Coming out of college in 1989, Spradley signed with the Amsterdam Canadians, a professional basketball team from the Netherlands. He spent three years with the club, before accepting an offer from the Paderborn Baskets of Germany. He helped the team earn promotion to Germany's top-flight Basketball Bundesliga in 1994. He left Paderborn in 1996 and spent two years at SG Braunschweig, followed by another two years at SSV Weißenfels before rounding out his playing days with the Paderborn team in the 2000-01 season.

== Coaching career ==
Following his playing career, Spradley took over as head coach of the Paderborn Baskets in 2001. In 2005-06, he led Paderborn to an undefeated season, which resulted in winning the 2. Bundesliga championship and gaining promotion to the first German division. In 2009, Spradley left Paderborn after eight years at the helm to take on a new challenge at Eisbären Bremerhaven. During his four-year tenure, he guided Bremerhaven to the Bundesliga semifinals in 2010 and to the quarterfinals one year later. Spradley parted company with the Eisbären organization at the conclusion of the 2012-13 campaign.
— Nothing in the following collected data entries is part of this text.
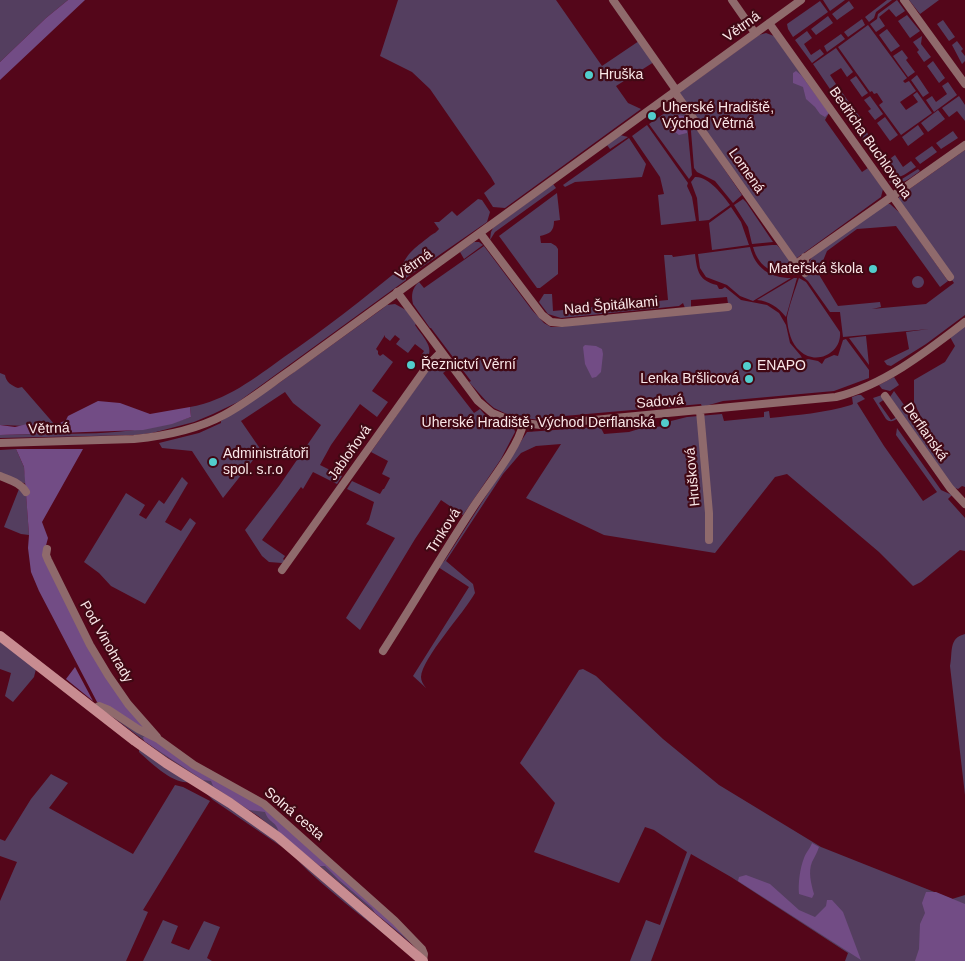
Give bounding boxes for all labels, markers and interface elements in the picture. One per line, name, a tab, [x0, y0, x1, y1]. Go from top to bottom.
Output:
street label: Větrná	[720, 8, 764, 46]
place label: Hruška	[599, 67, 643, 83]
marker: Hruška	[583, 69, 595, 81]
street label: Bedřicha Buchlovana	[825, 84, 915, 202]
place label: Uherské Hradiště, Východ Větrná	[662, 100, 774, 132]
marker: Uherské Hradiště, Východ Větrná	[646, 110, 658, 122]
street label: Lomená	[725, 145, 767, 197]
street label: Větrná	[392, 246, 436, 284]
place label: Mateřská škola	[769, 261, 863, 277]
marker: Mateřská škola	[867, 263, 879, 275]
street label: Nad Špitálkami	[563, 294, 659, 318]
place label: Řeznictví Věrní	[421, 357, 516, 373]
place label: ENAPO	[757, 358, 806, 374]
marker: Řeznictví Věrní	[405, 359, 417, 371]
marker: ENAPO	[741, 360, 753, 372]
place label: Lenka Bršlicová	[640, 371, 739, 387]
marker: Lenka Bršlicová	[743, 373, 755, 385]
street label: Sadová	[636, 392, 684, 412]
street label: Derflanská	[899, 400, 951, 464]
place label: Uherské Hradiště, Východ Derflanská	[422, 415, 655, 431]
marker: Uherské Hradiště, Východ Derflanská	[659, 417, 671, 429]
street label: Větrná	[28, 420, 70, 438]
street label: Jabloňová	[325, 422, 375, 484]
place label: Administrátoři spol. s.r.o	[223, 446, 309, 478]
street label: Hrušková	[682, 447, 704, 507]
marker: Administrátoři spol. s.r.o	[207, 456, 219, 468]
street label: Trnková	[424, 505, 464, 557]
street label: Pod Vinohrady	[76, 598, 136, 686]
street label: Solná cesta	[261, 784, 327, 844]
In May 2014, he was appointed as the new head coach of s.Oliver Würzburg. In his first year at the helm, Spradley steered the team to promotion to Germany's top tier. In 2015-16, he coached Würzburg to a quarterfinal appearance in the Bundesliga playoffs. On December 30, 2016, he was sacked by s.Oliver Würzburg after seven defeats in ten games.

On February 8, 2017, struggling Bundesliga side SC Rasta Vechta announced the appointment of Doug Spradley as head coach, but could not avoid relegation from the German top tier. In the 2017-18 season, he led Vechta to the ProA championship and thus to promotion to the Bundesliga. He parted ways with Vechta at the end of the campaign.

Spradley was named head coach of German ProA team Tigers Tübingen prior to the 2019-20 season. He was sacked on January 1, 2020. Under Spradley's guidance, Tübingen won eight of 16 games.

After the Tigers, he went on to have a sabbatical of two years. On August 14, 2022, Spradley signed a one-year contract with current BNXT League champion ZZ Leiden from the Netherlands. On 12 March 2023, he won the Dutch Basketball Cup with Leiden after defeating Landstede Hammers in the final and added a Dutch championship in May 2023. In June 2023, he completed another championship run with his Leiden team by winning the BNXT League. Spradley won a second Dutch championship in 2024.

== Personal life ==
Spradley was granted German citizenship in 1998. He has two children with his German wife Tanja.